Reti LTE in Italia: Quanto si dovrà aspettare ancora?

di Redazione 1

Gli smartphone dotati di connettività LTE sono ormai diventati uno standard negli Stati Uniti, ormai tutti i produttori stanno via via abbandonando il vecchio 3G per passare al cosiddetto 4G. In Italia tuttavia siamo ancora piuttosto indietro, le frequenza sono state assegnate lo scorso mese di Settembre (2011) agli operatori ma da quanto emerge, il passaggio dal 3G al 4G richiederà ancora un po’ di tempo.

Tim, Vodafone e Wind si sono accaparrate il più ambito blocco da 800 MHz, frequenze che per caratteristiche riescono a coprire grandi aree geografiche e penetrare con facilità all’interno degli edifici, tuttavia presentano un grosso limite, sono ancora occupate dalle emittenti televisive. H3G non è riuscita ad ottenere nessun blocco da 800 MHz, tuttavia si è accaparrata quello da 1800 MHz, meno performante del precedente ma disponibile fin da subito.

Lo scorso mese di Novembre H3G ha fatto sapere di essere intenzionata ad anticipare la concorrenza, lanciando l’ LTE già dal 2012. Queste le parole di Dina Ravera, Chief Operating Officer di H3G:

Lanceremo l’LTE già nel 2012, investendo il triplo di quanto abbiamo speso nella gara. nel 2012 di servizi con velocità oltre i 100 Mbps grazie alle frequenze a 1800 MHz che abbiamo recentemente ottenuto e che sono immediatamente disponibili.
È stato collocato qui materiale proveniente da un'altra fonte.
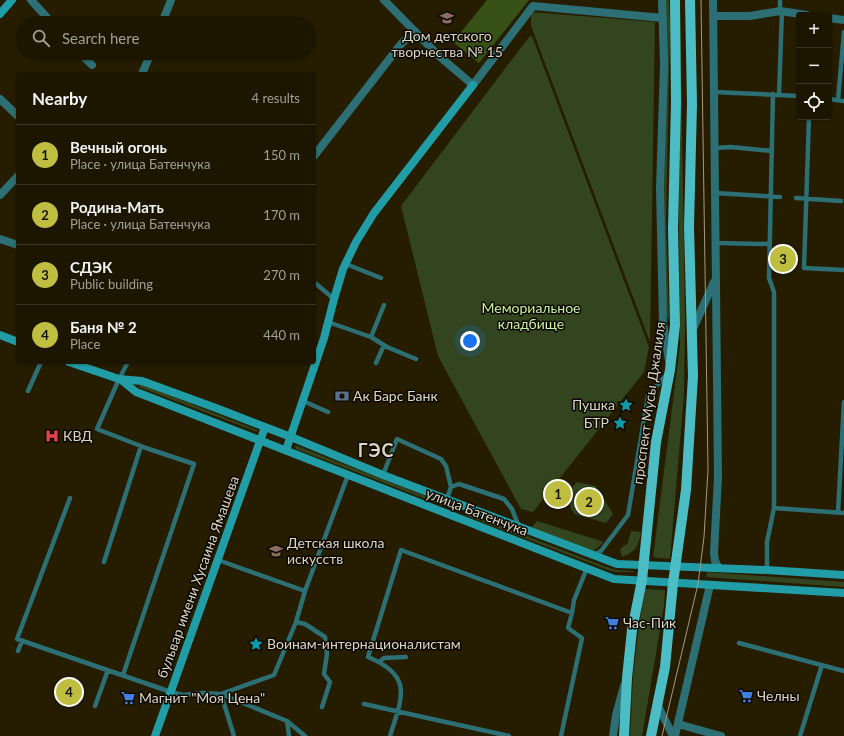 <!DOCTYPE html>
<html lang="en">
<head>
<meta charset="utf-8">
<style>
	body { margin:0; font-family:Lato,sans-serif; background:#29230f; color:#f1f3f6 }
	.controls { position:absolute; right:12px; top:12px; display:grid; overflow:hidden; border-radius:4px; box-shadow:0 1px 3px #0004 }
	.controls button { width:36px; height:36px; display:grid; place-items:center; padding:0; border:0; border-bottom:1px solid #3a3522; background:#1c1600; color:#f1f3f6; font:20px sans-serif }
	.you { position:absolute; left:470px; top:341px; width:14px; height:14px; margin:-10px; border:3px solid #fff; border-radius:50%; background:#1a73e8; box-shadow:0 0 0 6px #1a73e833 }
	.badge { display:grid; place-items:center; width:26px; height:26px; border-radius:50%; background:#c0be41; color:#111; font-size:13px; font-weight:700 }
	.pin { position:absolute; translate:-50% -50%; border:2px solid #fff; box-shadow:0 1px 4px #0006 }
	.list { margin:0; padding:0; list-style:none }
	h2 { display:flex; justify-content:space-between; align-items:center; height:52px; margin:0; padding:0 16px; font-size:17px }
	h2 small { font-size:13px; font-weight:400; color:#a09f99 }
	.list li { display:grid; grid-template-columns:26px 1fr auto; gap:12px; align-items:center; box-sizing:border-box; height:60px; padding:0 16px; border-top:1px solid #3a3522 }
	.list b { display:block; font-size:15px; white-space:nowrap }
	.list p { margin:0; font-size:13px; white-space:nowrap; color:#a09f99 }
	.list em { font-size:13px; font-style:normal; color:#a09f99 }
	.icon { flex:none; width:22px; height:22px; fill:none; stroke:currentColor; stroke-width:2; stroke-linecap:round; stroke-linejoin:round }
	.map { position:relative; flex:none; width:844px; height:736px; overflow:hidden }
	.search { position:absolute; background:#1c1600; box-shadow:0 1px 3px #0004; left:16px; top:16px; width:300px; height:44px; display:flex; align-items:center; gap:10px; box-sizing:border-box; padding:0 14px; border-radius:22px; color:#a09f99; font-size:15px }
	.panel { position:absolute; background:#1c1600; box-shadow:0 1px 3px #0004; left:16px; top:72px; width:300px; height:292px; border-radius:4px }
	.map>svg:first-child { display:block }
	.green { fill:#33451e }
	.forest { fill:#385116 }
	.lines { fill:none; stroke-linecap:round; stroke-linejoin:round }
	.lane { stroke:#2c6f74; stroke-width:4.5 }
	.street { stroke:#2c6f74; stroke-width:8 }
	.secondary { stroke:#209da6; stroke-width:8 }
	.primary { stroke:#4cbdc5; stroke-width:10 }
	.tram { stroke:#a19a86; stroke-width:1 }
	.labels { text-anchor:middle; stroke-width:3; stroke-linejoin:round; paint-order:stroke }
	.poi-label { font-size:14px; fill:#dbd5c4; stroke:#0c0801; text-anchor:start }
	.park-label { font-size:14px; fill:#c9f29c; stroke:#0c0801 }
	.street-label { font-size:14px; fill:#dbd5c4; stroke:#0c0801 }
	.district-label { font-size:18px; font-weight:bold; letter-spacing:1px; fill:#dbd5c4; stroke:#0c0801 }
</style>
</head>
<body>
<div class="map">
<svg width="844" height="736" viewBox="0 0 844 736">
	<rect width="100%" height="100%" fill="#261d00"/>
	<path class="green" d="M666,0H669L670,23L666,218L669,320L666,315L664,219Z
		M677,8H680L685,315L684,394L670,559L653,557L680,346Z
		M531,12L655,22L650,342L531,26Z
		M532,36L649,347L644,372L533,512L521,509L438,356L401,206L529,37Z
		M140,384L257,430V432L139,387Z
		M295,446H297L458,509L457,511L296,449Z
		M577,482L596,486L613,514L606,523L574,514L565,496Z
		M467,513L609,568L616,570L634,571L633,572H616L608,570L467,516L466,515Z
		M537,521L604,542L592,552L531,528Z
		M631,531L641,532C639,545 635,553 622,557L620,549L628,543Z
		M707,572L844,582V587L706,577Z
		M645,589L665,590L664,606L642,736H630L633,677L638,634Z"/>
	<path class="forest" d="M487,0H529L479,63L453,42Z"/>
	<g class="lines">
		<path class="lane" d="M780,11V0
			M714,92L799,96
			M779,94L782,11
			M829,99L844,101
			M838,100L844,32
			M809,117L804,268L844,270
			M714,148L731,147L772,151
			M715,193L780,197
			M796,198L841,201
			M715,243L769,244
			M346,264L381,278
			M314,282L334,299
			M328,322L371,337L387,347L416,359
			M371,337L384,305
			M376,363L384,345
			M28,391L41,362
			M303,401L328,412
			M383,475L397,439L441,459L446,466L451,487L447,499
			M451,487L459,484L504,499L512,509L519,527
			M70,498L17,639L171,692L183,695L202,693L221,694L274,675L296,622L305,591L348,475
			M774,508L844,513
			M838,513L844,402
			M594,555L601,551L628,515L648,396L667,374
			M218,560L305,591
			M104,562L141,446
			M767,570V542L774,508V292L769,278L773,94
			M296,622L305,624L325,637L327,654L324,674L330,682L322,707
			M739,643L844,671
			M18,651L22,641
			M379,662L384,658L406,657
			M123,675L194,464L146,448L97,429L119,379L128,362
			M221,694L287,721L305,736
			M221,694L234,736
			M364,704L509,736
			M95,706L108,670
			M287,721L289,736
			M390,736C402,697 414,676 368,657L401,550L572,613L574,600L587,568
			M561,736L582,638L568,628L572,613
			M800,736L822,665"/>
		<path class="street" d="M31,0L52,23
			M384,0L439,56L473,85L533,6L663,18
			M662,0L664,64L660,188L663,323L669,361
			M713,0L718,477L714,553L715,561L719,568
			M713,16H750L780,11L807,15
			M829,18L844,20
			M162,23L171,0
			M80,53L92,65
			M142,74L151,53
			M0,99L18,116
			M314,156L401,44L415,31
			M0,195L18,176
			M0,239L18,245
			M692,331L714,282
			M657,704L673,736
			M678,724L721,736
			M613,736L616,715L624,686
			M675,736L710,585"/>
		<path class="secondary" d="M0,14L12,0
			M0,335L18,342
			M69,362L119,379L142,381L216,408L291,437L383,475L617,564L767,570L844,575
			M120,379L136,392L144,395L614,579L844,593
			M286,450L324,338L334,299L343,269L356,242L374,213L473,85
			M155,736L265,427"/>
		<path class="primary" d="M624,736L627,678L632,630L642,580L656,442L670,370L675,325L673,228L676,103L675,0
			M651,736L665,667L673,583L686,490L693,376L689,227L692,104L690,0"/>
		<path class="tram" d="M662,736L698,584L704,537L708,470L701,0"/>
	</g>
	<defs>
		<symbol id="school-bare" viewBox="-9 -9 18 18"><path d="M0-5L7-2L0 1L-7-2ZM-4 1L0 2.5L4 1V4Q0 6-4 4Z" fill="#8d6e63" stroke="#0c0801" stroke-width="2.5" paint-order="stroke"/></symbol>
		<symbol id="bank-bare" viewBox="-9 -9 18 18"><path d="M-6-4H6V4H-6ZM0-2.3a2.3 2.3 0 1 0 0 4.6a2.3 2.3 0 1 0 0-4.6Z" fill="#5c6f8a" stroke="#0c0801" stroke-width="2.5" paint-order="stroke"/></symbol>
		<symbol id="sight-bare" viewBox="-9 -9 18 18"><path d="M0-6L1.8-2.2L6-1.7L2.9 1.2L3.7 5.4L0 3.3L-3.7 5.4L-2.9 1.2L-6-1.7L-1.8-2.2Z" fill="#0f9aa8" stroke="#0c0801" stroke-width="2.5" paint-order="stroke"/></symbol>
		<symbol id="hospital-bare" viewBox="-9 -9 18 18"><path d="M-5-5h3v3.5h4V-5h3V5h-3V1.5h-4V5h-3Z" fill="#e0444e" stroke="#0c0801" stroke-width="2.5" paint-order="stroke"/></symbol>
		<symbol id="supermarket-bare" viewBox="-9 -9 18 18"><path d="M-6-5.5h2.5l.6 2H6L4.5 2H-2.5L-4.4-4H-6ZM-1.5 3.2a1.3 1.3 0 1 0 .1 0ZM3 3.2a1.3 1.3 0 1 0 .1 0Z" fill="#3f7fe0" stroke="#0c0801" stroke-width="2.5" paint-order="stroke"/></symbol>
	</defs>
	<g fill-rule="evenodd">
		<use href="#school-bare" x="437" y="8" width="20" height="20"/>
		<use href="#bank-bare" x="332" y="386" width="20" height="20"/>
		<use href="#sight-bare" x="616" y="395" width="20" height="20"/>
		<use href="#sight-bare" x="610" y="413" width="20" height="20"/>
		<use href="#hospital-bare" x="42" y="426" width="20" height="20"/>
		<use href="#school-bare" x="266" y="541" width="20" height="20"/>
		<use href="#supermarket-bare" x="602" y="613" width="20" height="20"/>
		<use href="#sight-bare" x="246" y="634" width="20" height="20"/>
		<use href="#supermarket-bare" x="736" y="686" width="20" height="20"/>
		<use href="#supermarket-bare" x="118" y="688" width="20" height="20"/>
	</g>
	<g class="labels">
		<g class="poi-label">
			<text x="447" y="41" text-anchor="middle">Дом детского<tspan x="447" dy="16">творчества № 15</tspan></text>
			<text x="353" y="401">Ак Барс Банк</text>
			<text x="615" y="410" text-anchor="end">Пушка</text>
			<text x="609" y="428" text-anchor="end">БТР</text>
			<text x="63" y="441">КВД</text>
			<text x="287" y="548">Детская школа<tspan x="287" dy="16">искусств</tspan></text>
			<text x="623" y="628">Час-Пик</text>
			<text x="267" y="649">Воинам-интернационалистам</text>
			<text x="757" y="701">Челны</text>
			<text x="139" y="703">Магнит "Моя Цена"</text>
		</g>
		<g class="park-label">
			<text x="531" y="313">Мемориальное<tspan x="531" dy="16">кладбище</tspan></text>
		</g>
		<g class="street-label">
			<text transform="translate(649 403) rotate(-82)" y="5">проспект Мусы Джалиля</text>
			<text transform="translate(477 512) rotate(21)" y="5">улица Батенчука</text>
			<text transform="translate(198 577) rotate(-70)" y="5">бульвар имени Хусаина Ямашева</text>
		</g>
		<g class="district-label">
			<text x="376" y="457">ГЭС</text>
		</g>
	</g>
</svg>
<div class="controls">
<button>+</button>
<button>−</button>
<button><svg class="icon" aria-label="locate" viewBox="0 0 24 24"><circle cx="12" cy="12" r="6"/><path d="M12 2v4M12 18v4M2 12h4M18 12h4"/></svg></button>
</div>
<div class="you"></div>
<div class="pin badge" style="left:558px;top:494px">1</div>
<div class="pin badge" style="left:589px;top:502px">2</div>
<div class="pin badge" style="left:783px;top:259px">3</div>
<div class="pin badge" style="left:69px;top:692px">4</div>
<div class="search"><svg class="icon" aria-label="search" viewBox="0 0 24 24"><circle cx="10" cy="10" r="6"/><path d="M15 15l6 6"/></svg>Search here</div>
<section class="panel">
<h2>Nearby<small>4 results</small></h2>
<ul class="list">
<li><span class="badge">1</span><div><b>Вечный огонь</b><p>Place · улица Батенчука</p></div><em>150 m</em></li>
<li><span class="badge">2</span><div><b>Родина-Мать</b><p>Place · улица Батенчука</p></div><em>170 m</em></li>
<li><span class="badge">3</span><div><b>СДЭК</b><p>Public building</p></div><em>270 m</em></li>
<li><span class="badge">4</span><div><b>Баня № 2</b><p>Place</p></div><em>440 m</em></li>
</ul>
</section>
</div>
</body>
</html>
Al contrario di quelle a 800 MHz acquisite dai competitor e che non saranno liberate dalle tv prima di gennaio 2013.

Partiremo già entro fine 2011 in una decina di città capoluogo di provincia. I 900 ci serviranno a incrementare la copertura Umts outdoor e indoor.

Se H3G sembra molto avanti con i lavori, i competitors sembrano arrancare e non poco, a far demoralizzare ancora di più gli utenti sono state le parole di Nicola Grassi, Direttore Network Development di Wind, che ha recentemente dichiarato:

I severi limiti imposti per le emissioni elettromagnetiche in Italia, uniti a un’interpretazione estremamente cautelativa degli stessi, rischiano di rallentare i piani di sviluppo dell’Lte a causa della necessità di realizzare un maggior numero di nuovi impianti.

Grassi sostiene infatti che i limiti imposti dalla legge italiana in tema di emissioni elettromagnetiche non consentirebbero il riutilizzo degli attuali impianti, o almeno di tutti gli impianti. Degli attuali, solo il 30% potrebbe essere riutilizzato, la parte restante dovrà essere costruita ex novo, con conseguente aumento delle spese per gli operatori e notevole rallentamento nello sviluppo. Inoltre, se il 30% degli attuali impianti potrà essere convertito all’ LTE, non è assolutamente detto che questi possano ospitare più di un operatore (sharing multioperatore), riducendo ancora di più la percentuale di riutilizzo.

Un altro fattore che penalizzerebbe la rapida diffusione dell’ LTE riguarda le interferenze con l’attuale segnale (800 MHz) del digitale terrestre, motivo per il quale è stato aperto un tavolo tecnico che coinvolge Wind, Vodafone, Tim e il Fub (Fondazione Ugo Bordoni), con l’obiettivo di trovare una soluzione tecnica a questi problemi.

A questo punto bisogna chiedersi: Ha fatto bene H3G ad accaparrarsi le frequenze meno ambite ma fin da subito disponibili e prive di interferenze?